With the new ordinance approaching, store managers will have to begin planning ahead for all of the changes required to start selling recycled paper and reusable bags. They will have to prepare register receipts, assign bar codes to bags, and program cash registers to show the bag sales on receipts. Training employees on the upcoming guidelines is also a concern for store owners now.
At Star Grocery store, just blocks away from Rockridge’s Safeway, employees have already begun making adjustments to comply with the new regulation. Since receiving the ordinance notification, cashier Taylor Graham has been making a point of informing his clientele about the future paper bag fee.

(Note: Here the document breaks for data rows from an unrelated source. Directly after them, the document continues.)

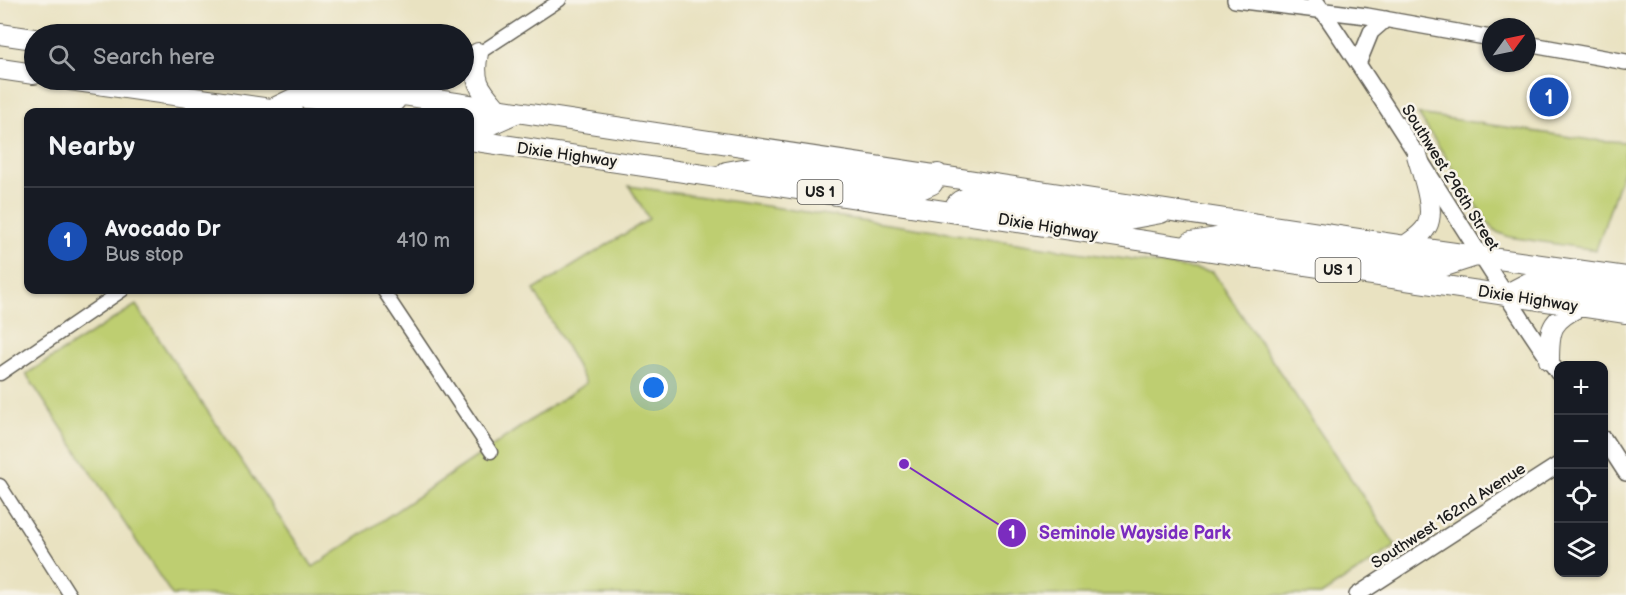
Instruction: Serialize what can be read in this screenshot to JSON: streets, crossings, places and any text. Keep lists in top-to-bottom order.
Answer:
{
  "streets": {
    "highway": ["Dixie Highway", "US 1"],
    "street": ["Southwest 296th Street", "Southwest 162nd Avenue"]
  },
  "crossings": [
    ["Dixie Highway", "Southwest 296th Street"],
    ["Dixie Highway", "US 1"],
    ["Southwest 296th Street", "US 1"]
  ],
  "places": ["Seminole Wayside Park"],
  "north": "top right",
  "page": {
    "search": "Search here",
    "pins": "1",
    "heading": "Nearby",
    "list": [
      {
        "mark": "1",
        "name": "Avocado Dr",
        "note": "Bus stop",
        "value": "410 m"
      }
    ],
    "map_buttons": ["+", "−"]
  }
}
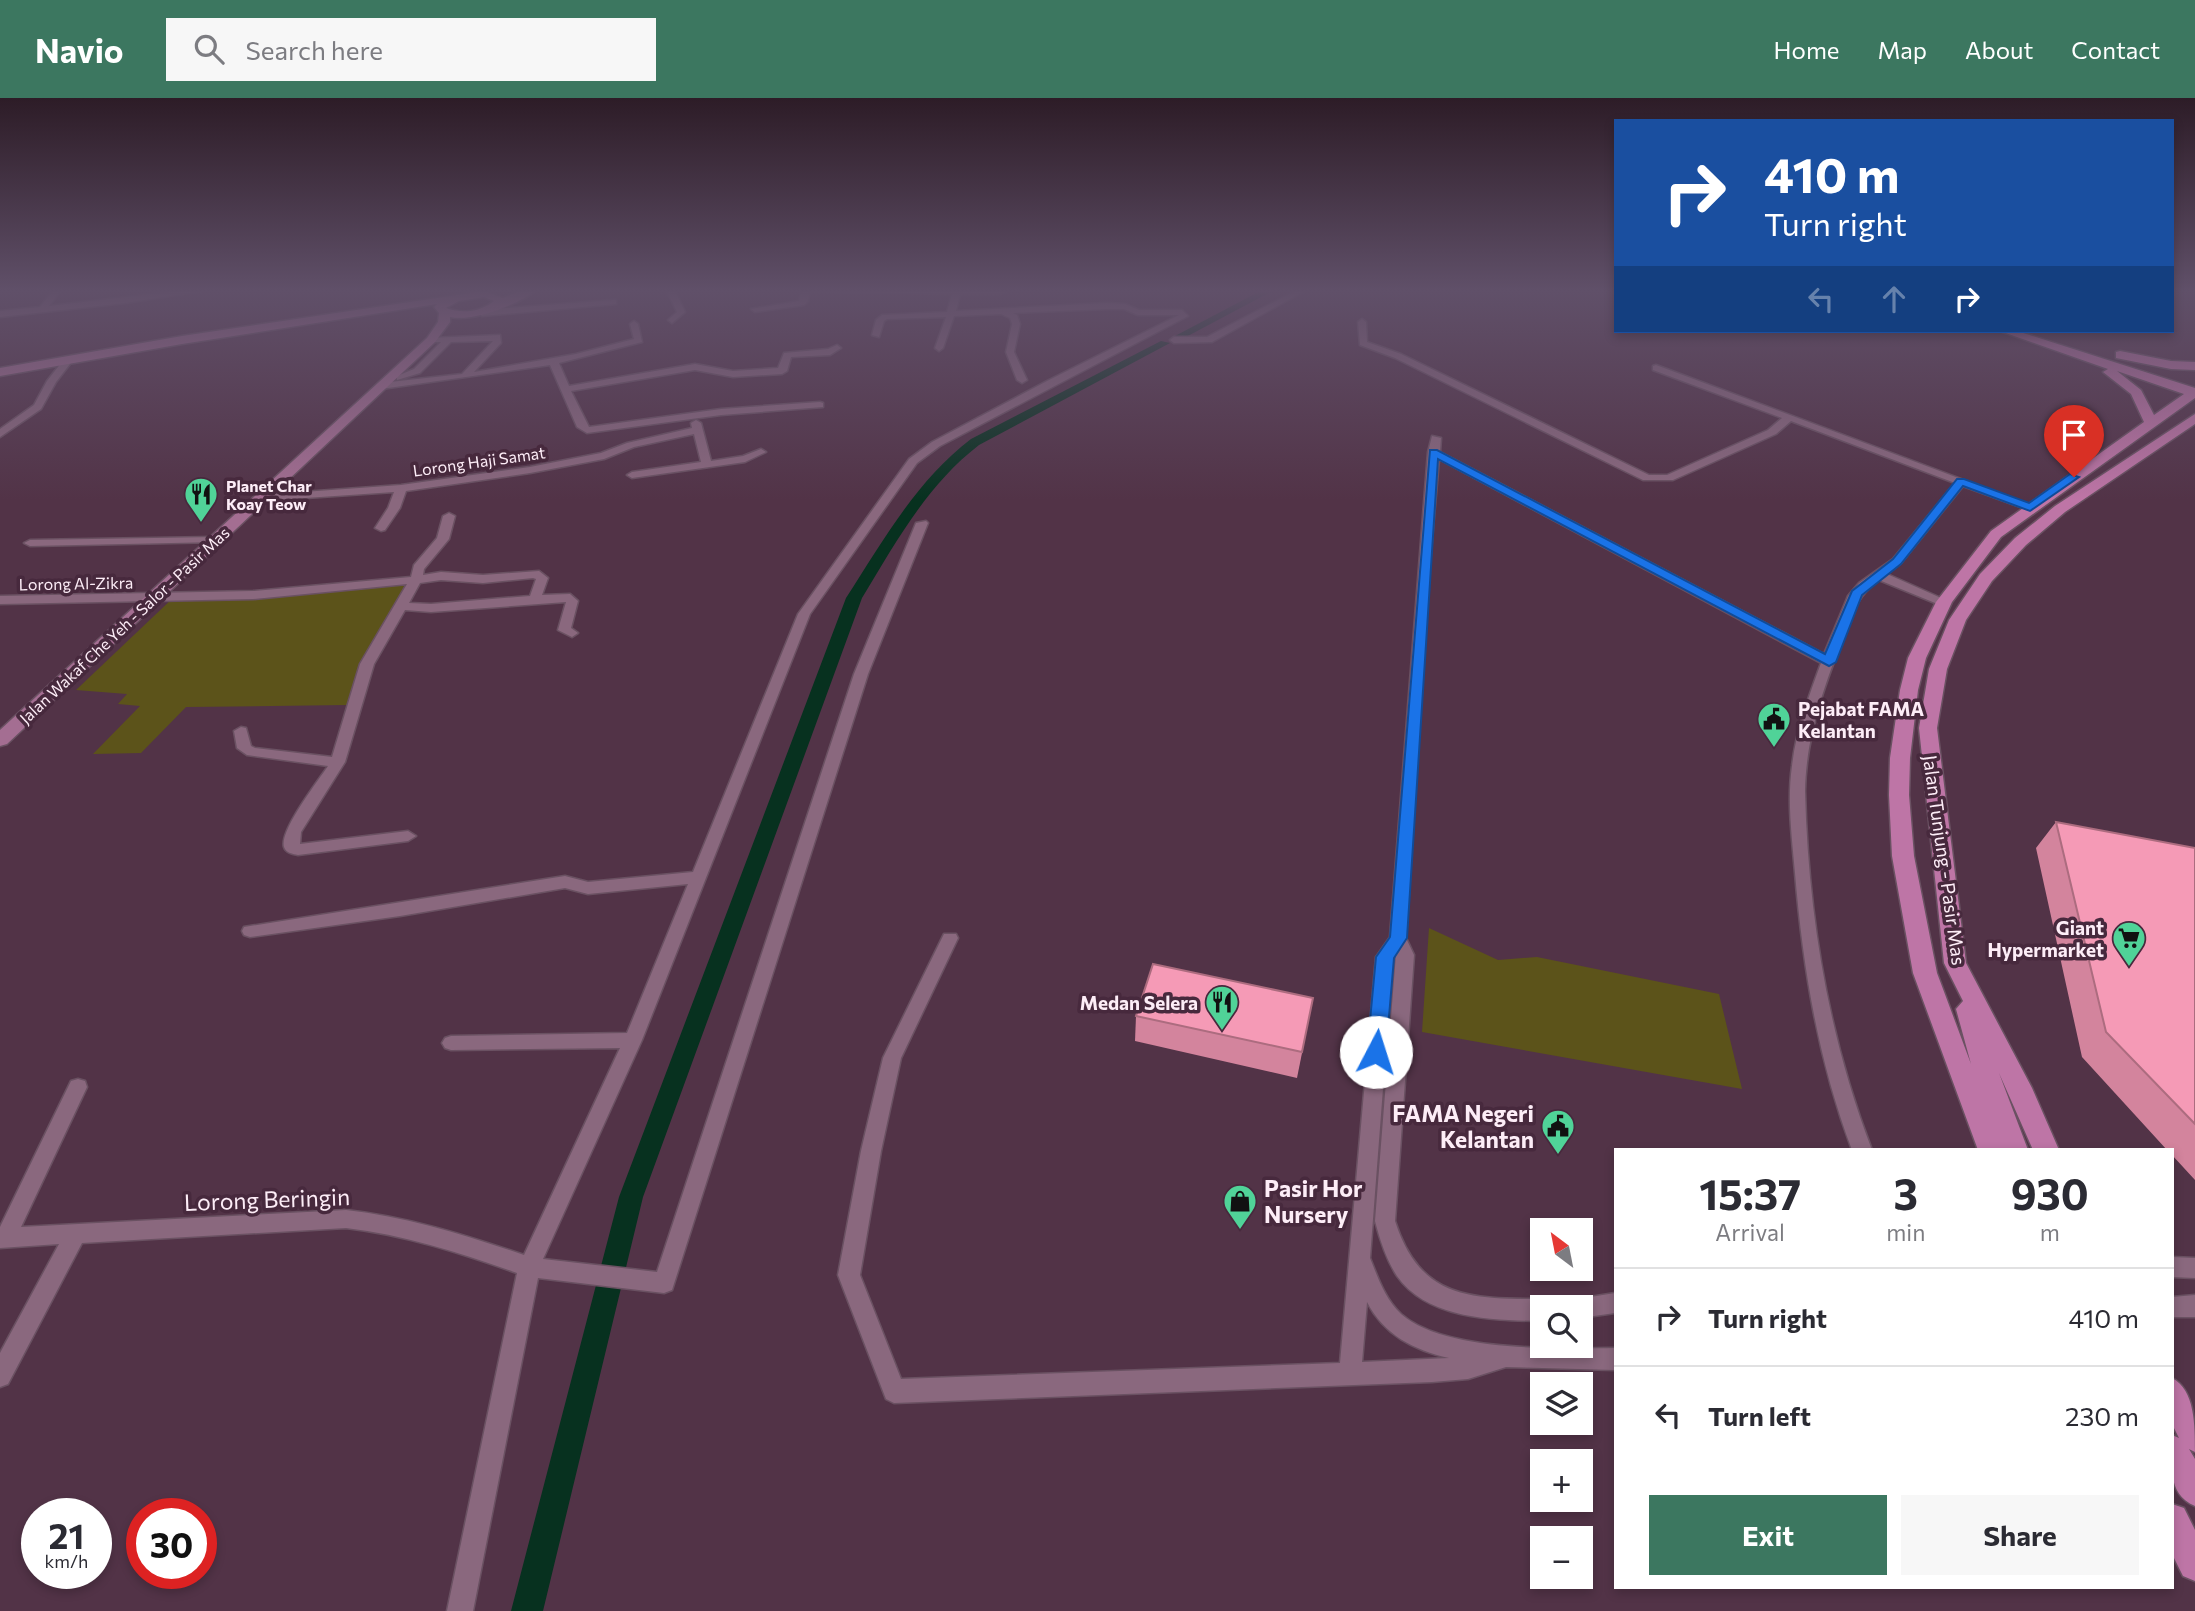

“When they come in and they don’t have a bag of their own, we just tell them that coming up, at the beginning of the year, we are going to start charging them 10 cents per bag – and that’s the minimum charge,” he said.
For stores like Star Grocery, transferring the cost of bags to shoppers might be a way of cutting some expenses. “It’s kind of a good idea, because we spend a lot of money on bags and often times it’s just a big bag for one or two items, said manager Harly Burkhart. “It’s a waste.”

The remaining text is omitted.